Portugiesisch ist für Ausländer ziemlich tückisch. So wurden wir schon auf einige Wörter hingewiesen, die ungefähr gleich klingen (besonders für Ausländer) aber unangenehme Verwechslungen bieten. So ist das Wort für Brot fast identisch mit dem Wort Schwanz. So hat nun auch schon eine Kommilitonin beim Bäcker einen Käseschwanz statt eines Käsebrots bestellt, natürlich zur Belustigung aller anderen Anwesenden, aber da müssen wir wohl durch. Mit der Kokosnuss ist es nicht anders. Das kann man leicht mal mit Kacke verwechseln.
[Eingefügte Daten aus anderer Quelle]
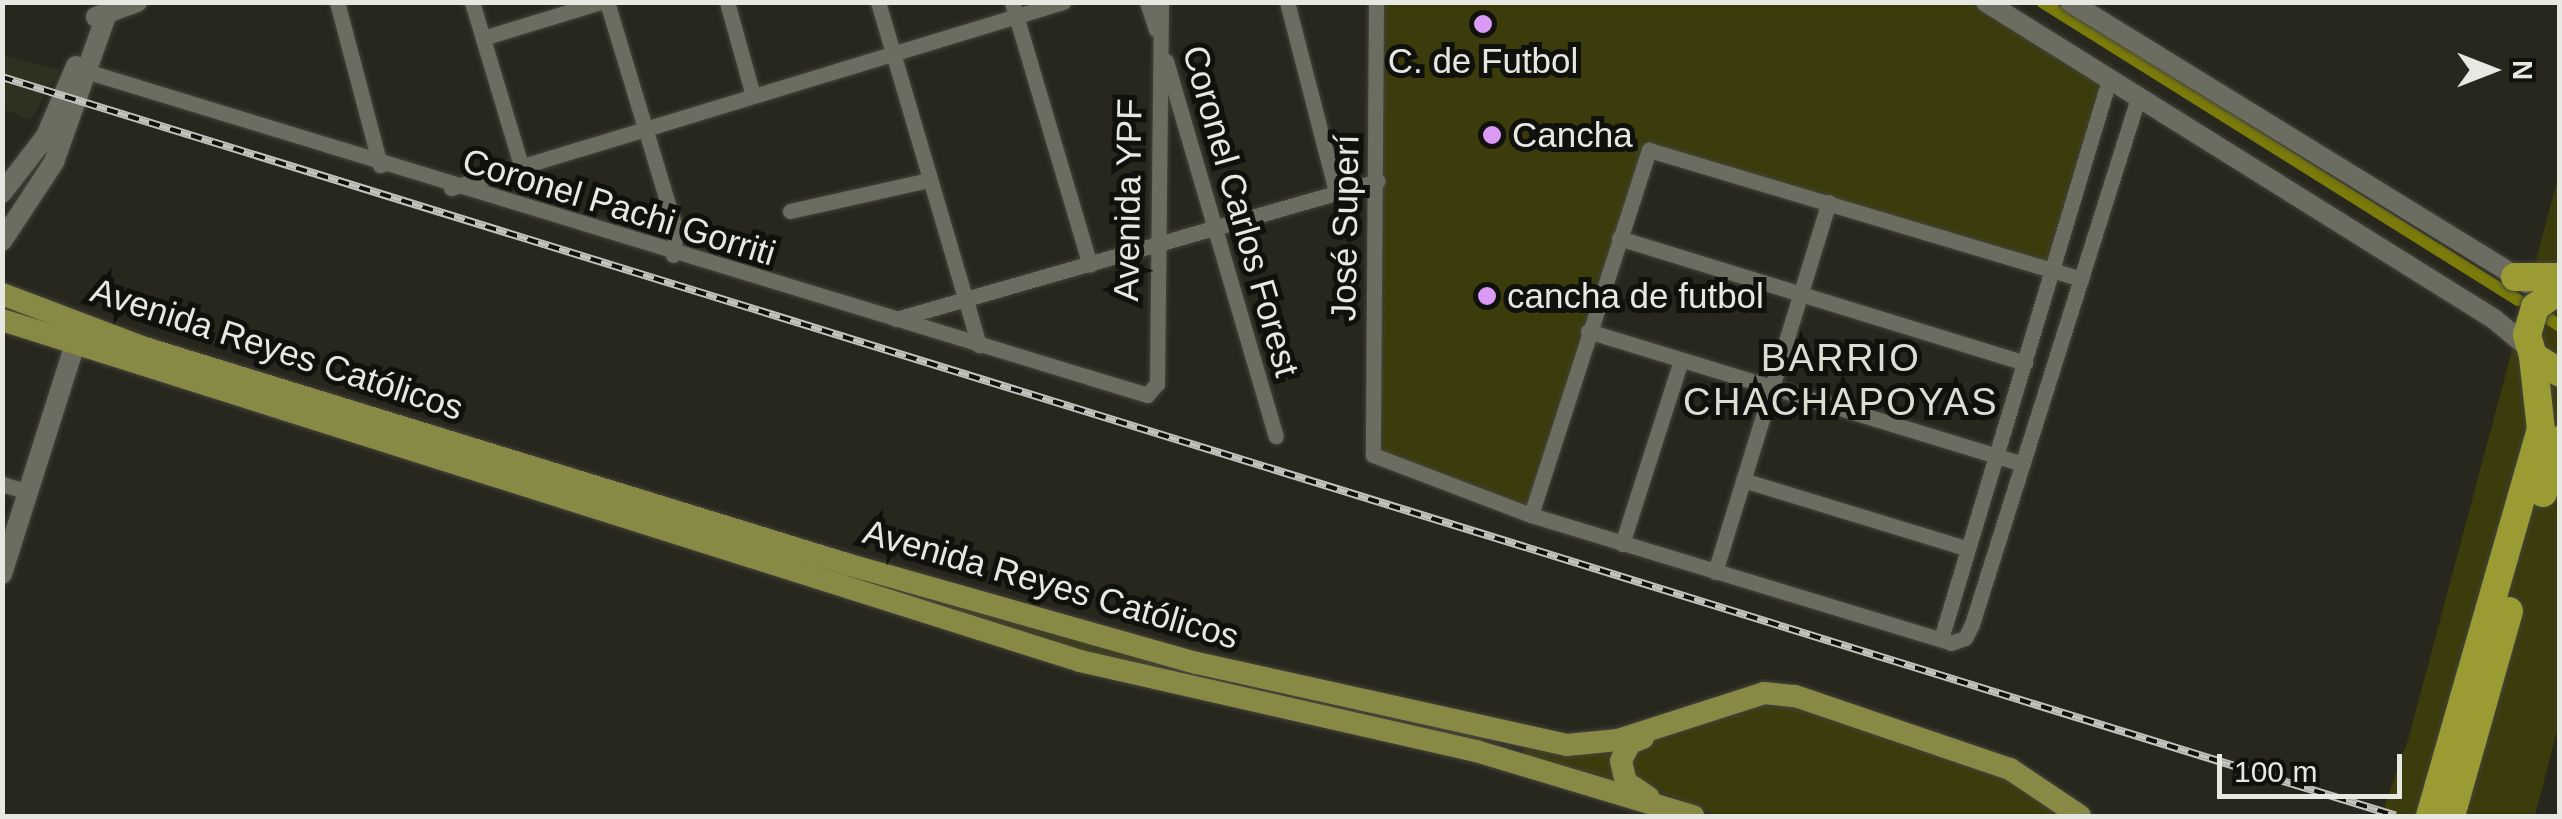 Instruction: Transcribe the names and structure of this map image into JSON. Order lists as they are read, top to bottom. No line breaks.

Ich hoffe in einem halben Jahr bin ich darüber hinaus. Die Sprache bietet eben viel Amusement. Ein Milchshake wird hier Milky Shaky ausgesprochen.

Am Wochenende war ich zu Fuß in der Stadt unterwegs und habe dabei schöne Musik gehört („Die fabelhafte Welt der Amélie“) und es hat sich angefühlt als wäre ich in nem Film. Sehr überwältigend. Nun nach einer Woche kehrt aber glücklicherweise auch schon langsam ein bisschen Gewohnheit ein, sodass man zumindest äußerlich hoffentlich nicht mehr allzu schnell als Gringa erkannt wird. Und endlich habe ich mich hier ein bisschen an das Bussystem gewöhnt und eine gewisse Orientierung gewonnen.
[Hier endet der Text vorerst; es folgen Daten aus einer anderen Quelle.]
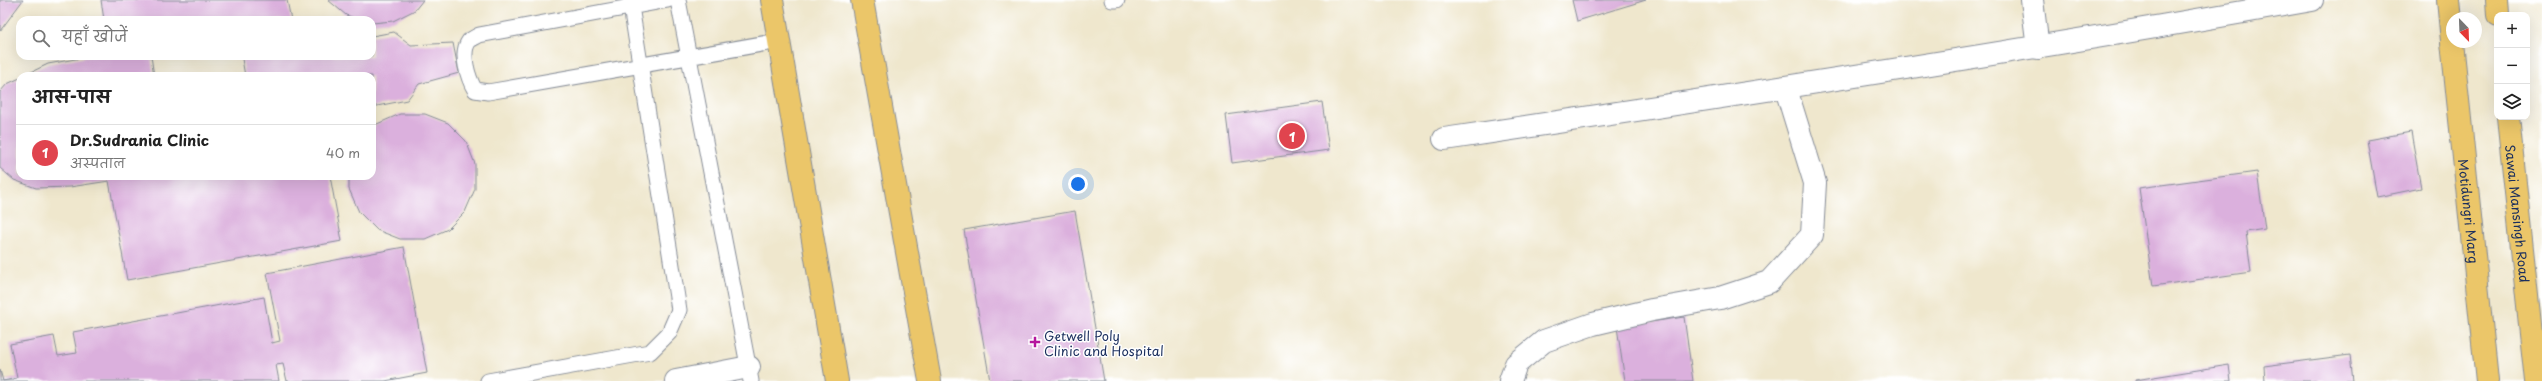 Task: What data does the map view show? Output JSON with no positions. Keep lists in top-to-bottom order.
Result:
{
  "streets": {
    "main road": ["Motidungri Marg", "Sawai Mansingh Road"]
  },
  "places": {
    "health": ["Getwell Poly Clinic and Hospital"]
  },
  "north": "bottom right",
  "page": {
    "map_buttons": ["+", "−"],
    "search": "यहाँ खोजें",
    "heading": "आस-पास",
    "pins": "1",
    "list": [
      {
        "mark": "1",
        "name": "Dr.Sudrania Clinic",
        "note": "अस्पताल",
        "value": "40 m"
      }
    ]
  }
}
Es gibt hier an den meisten Bushaltestellen weder einen Namen derer (ich weiß immer noch nicht wie meine heisst) noch Nummern welche Busse hier fahren und auch nicht wohin sie fahren. Außerdem muss man den Bus auch immer heranwinken. Das gestaltet sich manchmal etwas schwierig, da die ja mit nem Affenzahn ankommen (man darf 70km/h in der Stadt fahren). Außerdem kosten die auch alle unterschiedlich, selbst auf der gleichen Linie, da manche klimatisiert sind, andere nicht. Ich habe aber keine Lust mehr zu zahlen, also winkt man teilweise auch erst im letzten Moment, sobald man erkannt hat, wo der Bus langfährt (die Haltestellen werden im Wechsel vorne angezeigt) und was er kostet. Die Busse halten aber auf jeden Fall, teilweise dann eben 10 Meter von der Haltestelle entfernt.

Für Ausländer ist der Fahrstil etwas gewöhnungsbedürftig. Am Anfang habe ich mich permanent festgehalten, da sehr plötzlich auf die Bremse gelatscht wird. Die Fahrer scheinen immer erst im letzten Moment eine Haltestelle zu bemerken, selbst wenn Stop gedrückt wurde. Ich könnte ein ganzes Buch zu den Bussen schreiben. Eine Anekdote möchte ich hier aber noch anbringen. In den Bussen gibt es immer ein Drehkreuz das man passieren muss. Ich dachte mir schon am Anfang, dass ich da bestimmt mal drin stecken bleiben würde. Mir selbst ist es bis jetzt zum Glück noch nicht passiert (kommt bestimmt noch), aber eine alte Dame ist mit dem Arm stecken geblieben (der war schon verbunden, also vielleicht ist das nicht das erste Mal passiert). Der Busfahrer musste dann aufstehen und es hat bestimmt fünf Minuten gedauert, bis das Problem gelöst war. Außerdem frage ich mich wie dicke Menschen durch das Drehkreuz kommen, es bietet nicht besonders viel Platz.

Ich entschuldige mich vielmals für mein schlechtes Deutsch. Hier kommuniziere ich nur in Englisch (das ist echt schon viel besser geworden) und Portugiesisch.